▶ [ACTIVITY]:
Where does the word "Math" appear in the data? Copy every line that holds it.
** THE DATA follows **
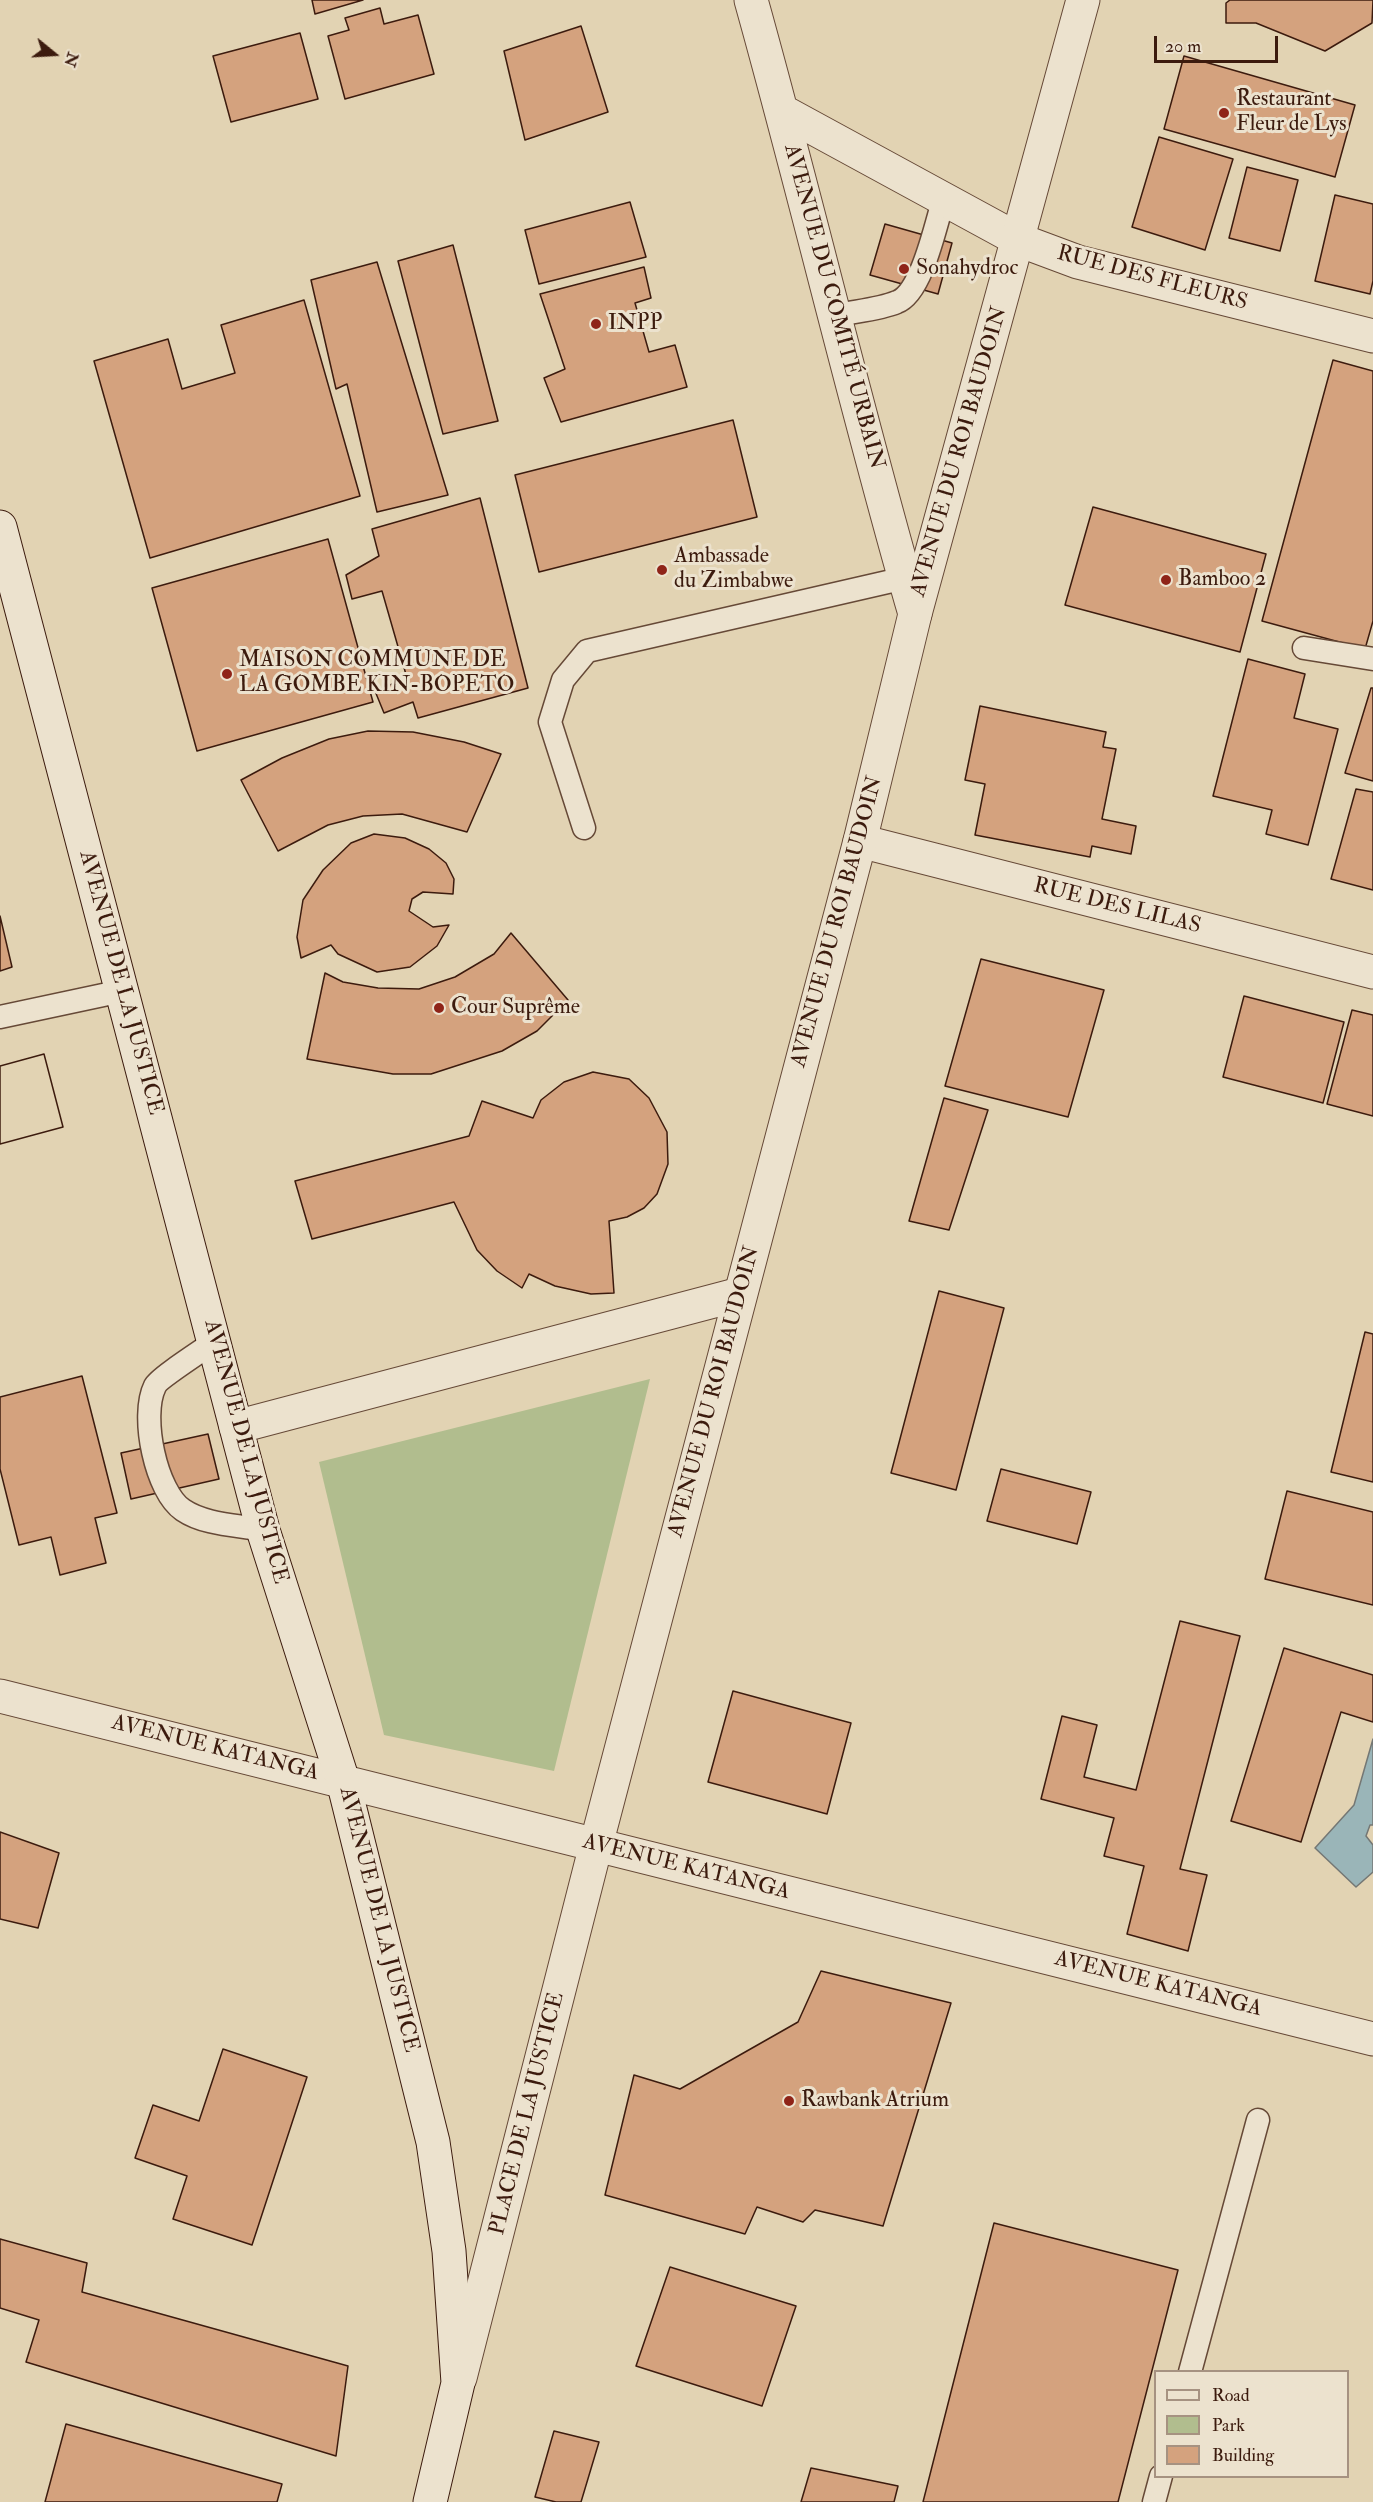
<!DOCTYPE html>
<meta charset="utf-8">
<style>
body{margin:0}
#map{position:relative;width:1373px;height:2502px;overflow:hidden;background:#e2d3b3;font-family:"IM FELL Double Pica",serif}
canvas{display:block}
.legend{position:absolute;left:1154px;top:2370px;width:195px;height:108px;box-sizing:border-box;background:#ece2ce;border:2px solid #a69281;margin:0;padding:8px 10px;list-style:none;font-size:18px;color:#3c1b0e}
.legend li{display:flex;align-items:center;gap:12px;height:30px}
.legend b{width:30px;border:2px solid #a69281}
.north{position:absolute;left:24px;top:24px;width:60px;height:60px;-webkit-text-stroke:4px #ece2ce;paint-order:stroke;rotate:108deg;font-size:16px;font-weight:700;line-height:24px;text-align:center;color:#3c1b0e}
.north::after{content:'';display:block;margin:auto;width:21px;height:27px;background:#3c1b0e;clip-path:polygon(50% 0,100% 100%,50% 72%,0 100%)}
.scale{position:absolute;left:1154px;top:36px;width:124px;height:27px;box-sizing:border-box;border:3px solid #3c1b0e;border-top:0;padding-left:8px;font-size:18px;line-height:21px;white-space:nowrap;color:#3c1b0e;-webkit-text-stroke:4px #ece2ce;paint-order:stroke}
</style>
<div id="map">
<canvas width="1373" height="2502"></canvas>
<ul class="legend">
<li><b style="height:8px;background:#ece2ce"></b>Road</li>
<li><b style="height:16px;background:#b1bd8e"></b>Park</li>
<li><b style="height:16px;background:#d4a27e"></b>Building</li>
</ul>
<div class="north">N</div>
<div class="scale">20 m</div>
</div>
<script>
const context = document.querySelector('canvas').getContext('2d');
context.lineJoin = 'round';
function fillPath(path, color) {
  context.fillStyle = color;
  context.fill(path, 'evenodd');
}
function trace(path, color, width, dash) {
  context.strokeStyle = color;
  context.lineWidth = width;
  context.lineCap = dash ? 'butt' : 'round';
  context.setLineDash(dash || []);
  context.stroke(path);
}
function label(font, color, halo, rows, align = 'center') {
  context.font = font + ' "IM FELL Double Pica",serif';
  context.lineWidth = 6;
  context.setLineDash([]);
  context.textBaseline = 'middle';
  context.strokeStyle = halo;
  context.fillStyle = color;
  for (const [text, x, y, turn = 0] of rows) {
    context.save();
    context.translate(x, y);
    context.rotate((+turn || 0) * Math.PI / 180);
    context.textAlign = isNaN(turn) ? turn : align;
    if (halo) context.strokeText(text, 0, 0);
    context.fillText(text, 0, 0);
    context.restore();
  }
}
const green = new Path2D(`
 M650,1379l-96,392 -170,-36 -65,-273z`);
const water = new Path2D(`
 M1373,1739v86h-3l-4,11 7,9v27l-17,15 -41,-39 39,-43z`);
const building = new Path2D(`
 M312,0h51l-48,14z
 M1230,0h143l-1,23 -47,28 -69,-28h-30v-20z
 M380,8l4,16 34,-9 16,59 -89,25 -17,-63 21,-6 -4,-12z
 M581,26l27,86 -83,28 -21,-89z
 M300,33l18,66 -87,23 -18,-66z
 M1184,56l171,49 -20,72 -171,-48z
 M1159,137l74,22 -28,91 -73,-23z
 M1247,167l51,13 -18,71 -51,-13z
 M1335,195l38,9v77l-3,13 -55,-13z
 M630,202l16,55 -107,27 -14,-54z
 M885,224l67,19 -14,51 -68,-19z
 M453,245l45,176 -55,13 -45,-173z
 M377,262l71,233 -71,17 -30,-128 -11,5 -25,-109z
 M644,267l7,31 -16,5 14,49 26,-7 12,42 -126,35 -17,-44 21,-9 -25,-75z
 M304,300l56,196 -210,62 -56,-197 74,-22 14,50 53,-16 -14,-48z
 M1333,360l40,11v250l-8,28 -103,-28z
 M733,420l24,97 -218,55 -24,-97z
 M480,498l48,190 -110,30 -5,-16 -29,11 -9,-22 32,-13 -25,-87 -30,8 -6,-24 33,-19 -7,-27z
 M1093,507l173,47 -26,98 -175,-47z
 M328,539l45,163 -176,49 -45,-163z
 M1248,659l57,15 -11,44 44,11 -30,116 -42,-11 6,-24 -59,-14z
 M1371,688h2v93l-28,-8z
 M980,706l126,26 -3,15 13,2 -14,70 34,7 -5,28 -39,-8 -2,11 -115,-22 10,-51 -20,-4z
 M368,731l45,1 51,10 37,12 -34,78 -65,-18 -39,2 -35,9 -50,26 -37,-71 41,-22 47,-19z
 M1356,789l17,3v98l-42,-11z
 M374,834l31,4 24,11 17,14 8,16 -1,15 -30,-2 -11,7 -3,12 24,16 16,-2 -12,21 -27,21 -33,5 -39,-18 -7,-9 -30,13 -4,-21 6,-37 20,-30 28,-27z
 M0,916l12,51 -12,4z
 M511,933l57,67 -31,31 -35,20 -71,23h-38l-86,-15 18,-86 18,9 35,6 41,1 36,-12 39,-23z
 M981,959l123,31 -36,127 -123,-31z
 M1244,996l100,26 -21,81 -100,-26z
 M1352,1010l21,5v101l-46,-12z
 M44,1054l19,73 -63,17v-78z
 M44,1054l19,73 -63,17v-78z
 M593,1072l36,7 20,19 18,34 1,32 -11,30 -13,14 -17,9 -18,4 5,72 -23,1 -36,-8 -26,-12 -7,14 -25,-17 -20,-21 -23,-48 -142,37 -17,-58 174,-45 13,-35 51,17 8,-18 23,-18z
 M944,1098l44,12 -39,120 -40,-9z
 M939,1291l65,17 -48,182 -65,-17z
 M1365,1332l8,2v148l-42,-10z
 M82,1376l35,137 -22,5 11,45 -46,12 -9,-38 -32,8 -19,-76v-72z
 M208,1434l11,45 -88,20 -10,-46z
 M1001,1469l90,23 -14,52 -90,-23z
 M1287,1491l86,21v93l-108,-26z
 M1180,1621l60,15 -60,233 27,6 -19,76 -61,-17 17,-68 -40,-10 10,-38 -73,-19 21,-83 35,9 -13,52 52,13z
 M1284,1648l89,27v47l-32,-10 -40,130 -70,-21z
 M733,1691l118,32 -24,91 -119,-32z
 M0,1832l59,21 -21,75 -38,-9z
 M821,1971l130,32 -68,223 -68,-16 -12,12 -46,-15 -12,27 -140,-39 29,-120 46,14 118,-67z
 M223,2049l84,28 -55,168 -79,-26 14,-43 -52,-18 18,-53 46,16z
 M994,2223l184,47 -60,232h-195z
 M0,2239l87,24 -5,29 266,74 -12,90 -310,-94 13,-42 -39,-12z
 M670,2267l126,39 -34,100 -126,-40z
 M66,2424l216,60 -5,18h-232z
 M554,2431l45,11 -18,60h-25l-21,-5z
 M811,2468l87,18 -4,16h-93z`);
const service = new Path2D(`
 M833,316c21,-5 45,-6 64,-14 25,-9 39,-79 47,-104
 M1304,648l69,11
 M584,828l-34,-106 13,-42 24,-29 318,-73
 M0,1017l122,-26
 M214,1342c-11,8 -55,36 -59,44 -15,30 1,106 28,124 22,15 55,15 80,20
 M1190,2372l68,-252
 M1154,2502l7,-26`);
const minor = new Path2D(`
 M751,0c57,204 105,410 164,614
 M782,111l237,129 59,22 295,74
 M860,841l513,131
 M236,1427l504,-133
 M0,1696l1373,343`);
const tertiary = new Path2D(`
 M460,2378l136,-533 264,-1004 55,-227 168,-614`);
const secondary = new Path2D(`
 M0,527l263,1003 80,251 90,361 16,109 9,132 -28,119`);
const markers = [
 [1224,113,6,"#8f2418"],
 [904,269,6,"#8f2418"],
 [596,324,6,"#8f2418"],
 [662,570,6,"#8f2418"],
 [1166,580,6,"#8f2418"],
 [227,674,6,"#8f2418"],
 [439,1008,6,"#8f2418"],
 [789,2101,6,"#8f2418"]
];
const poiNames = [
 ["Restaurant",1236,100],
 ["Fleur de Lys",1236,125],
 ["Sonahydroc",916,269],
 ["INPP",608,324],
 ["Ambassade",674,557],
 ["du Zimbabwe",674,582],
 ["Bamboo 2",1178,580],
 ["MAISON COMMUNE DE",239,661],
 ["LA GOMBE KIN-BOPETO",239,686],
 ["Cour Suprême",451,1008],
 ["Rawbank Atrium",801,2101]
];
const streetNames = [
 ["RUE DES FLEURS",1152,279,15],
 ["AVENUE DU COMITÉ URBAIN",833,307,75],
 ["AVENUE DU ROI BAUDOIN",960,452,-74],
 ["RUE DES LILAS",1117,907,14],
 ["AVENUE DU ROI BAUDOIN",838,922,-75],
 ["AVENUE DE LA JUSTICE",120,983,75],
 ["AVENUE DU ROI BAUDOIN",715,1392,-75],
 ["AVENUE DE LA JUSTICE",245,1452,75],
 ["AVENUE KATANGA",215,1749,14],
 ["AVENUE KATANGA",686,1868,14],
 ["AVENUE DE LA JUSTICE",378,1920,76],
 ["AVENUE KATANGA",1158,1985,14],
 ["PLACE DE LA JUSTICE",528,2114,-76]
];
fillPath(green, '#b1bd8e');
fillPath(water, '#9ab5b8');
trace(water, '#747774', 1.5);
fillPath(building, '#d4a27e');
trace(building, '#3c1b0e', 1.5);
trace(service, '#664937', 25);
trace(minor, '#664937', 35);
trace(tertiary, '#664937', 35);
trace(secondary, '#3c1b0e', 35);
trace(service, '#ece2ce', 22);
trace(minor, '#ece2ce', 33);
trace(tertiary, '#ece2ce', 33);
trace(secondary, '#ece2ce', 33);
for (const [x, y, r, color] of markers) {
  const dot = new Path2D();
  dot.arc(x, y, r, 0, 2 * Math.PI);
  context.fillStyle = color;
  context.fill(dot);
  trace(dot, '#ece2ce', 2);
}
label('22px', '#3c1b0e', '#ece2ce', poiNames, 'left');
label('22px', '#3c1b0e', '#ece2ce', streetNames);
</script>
** End of THE DATA **
▶ [FINISHED TASK]:
    context.rotate((+turn || 0) * Math.PI / 180);
  dot.arc(x, y, r, 0, 2 * Math.PI);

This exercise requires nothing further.